__PROBLEM TO WORK ON__: Take the data below and filter it for lines containing the word "names"; show each line found.

AVAILABLE RECORDS START

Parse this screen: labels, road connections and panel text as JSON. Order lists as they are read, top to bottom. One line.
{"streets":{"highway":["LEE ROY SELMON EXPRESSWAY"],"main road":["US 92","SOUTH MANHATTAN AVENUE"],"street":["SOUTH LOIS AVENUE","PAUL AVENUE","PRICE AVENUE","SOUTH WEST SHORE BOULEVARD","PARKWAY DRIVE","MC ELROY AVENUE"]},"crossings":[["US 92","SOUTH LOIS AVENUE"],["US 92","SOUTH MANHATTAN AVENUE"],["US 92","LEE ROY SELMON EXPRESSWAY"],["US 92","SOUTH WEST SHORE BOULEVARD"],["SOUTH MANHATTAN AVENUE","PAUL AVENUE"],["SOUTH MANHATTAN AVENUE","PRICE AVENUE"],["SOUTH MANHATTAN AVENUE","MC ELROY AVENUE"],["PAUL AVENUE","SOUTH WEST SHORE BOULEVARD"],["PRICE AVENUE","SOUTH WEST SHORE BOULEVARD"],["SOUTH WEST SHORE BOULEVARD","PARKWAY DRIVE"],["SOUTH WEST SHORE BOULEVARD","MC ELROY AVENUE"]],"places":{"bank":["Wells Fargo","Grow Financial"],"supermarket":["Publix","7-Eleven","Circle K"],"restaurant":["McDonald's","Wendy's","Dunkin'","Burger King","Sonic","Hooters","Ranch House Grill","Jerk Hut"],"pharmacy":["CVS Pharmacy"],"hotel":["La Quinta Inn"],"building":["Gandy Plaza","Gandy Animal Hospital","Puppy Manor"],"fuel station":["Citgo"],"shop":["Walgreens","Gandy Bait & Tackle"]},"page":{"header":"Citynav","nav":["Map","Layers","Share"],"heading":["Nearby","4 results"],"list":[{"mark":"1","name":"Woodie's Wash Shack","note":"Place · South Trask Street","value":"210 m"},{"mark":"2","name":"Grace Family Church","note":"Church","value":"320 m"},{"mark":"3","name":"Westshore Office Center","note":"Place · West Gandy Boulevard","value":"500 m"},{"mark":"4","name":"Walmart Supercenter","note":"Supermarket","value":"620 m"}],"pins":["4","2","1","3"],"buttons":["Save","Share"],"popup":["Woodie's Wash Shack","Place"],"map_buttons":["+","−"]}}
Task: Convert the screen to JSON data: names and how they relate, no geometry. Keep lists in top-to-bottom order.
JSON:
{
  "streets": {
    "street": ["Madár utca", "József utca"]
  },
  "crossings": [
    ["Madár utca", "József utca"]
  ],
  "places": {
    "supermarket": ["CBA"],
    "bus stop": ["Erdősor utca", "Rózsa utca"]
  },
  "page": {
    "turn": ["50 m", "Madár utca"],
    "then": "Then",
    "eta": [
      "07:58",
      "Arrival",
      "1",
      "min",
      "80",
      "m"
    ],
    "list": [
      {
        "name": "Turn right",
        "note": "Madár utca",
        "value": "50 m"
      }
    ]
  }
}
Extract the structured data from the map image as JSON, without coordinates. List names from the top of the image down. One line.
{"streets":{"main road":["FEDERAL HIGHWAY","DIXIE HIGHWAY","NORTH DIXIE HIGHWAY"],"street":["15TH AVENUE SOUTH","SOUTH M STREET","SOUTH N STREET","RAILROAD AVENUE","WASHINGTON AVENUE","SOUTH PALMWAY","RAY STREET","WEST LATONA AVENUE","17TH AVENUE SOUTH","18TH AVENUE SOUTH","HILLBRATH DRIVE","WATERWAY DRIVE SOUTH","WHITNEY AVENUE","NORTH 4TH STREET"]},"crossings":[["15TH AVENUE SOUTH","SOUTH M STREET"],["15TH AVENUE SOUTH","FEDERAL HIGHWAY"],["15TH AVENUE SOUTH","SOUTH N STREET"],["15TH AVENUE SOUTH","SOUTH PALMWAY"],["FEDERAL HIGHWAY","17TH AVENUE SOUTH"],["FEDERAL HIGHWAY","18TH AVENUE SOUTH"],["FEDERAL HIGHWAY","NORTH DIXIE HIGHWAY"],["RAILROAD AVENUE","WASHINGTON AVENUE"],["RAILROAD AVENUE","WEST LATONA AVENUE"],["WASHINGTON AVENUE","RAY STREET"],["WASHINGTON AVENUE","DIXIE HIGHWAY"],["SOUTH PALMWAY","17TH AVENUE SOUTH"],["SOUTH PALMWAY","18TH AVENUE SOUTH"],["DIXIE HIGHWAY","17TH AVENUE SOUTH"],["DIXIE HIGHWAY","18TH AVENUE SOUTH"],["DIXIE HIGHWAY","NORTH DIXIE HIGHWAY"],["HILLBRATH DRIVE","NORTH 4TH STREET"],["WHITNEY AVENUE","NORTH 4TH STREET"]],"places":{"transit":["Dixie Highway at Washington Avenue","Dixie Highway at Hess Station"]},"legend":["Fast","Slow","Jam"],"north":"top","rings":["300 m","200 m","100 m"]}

AVAILABLE RECORDS END

__YOUR SOLUTION__:
Task: Convert the screen to JSON data: names and how they relate, no geometry. Keep lists in top-to-bottom order.
Extract the structured data from the map image as JSON, without coordinates. List names from the top of the image down. One line.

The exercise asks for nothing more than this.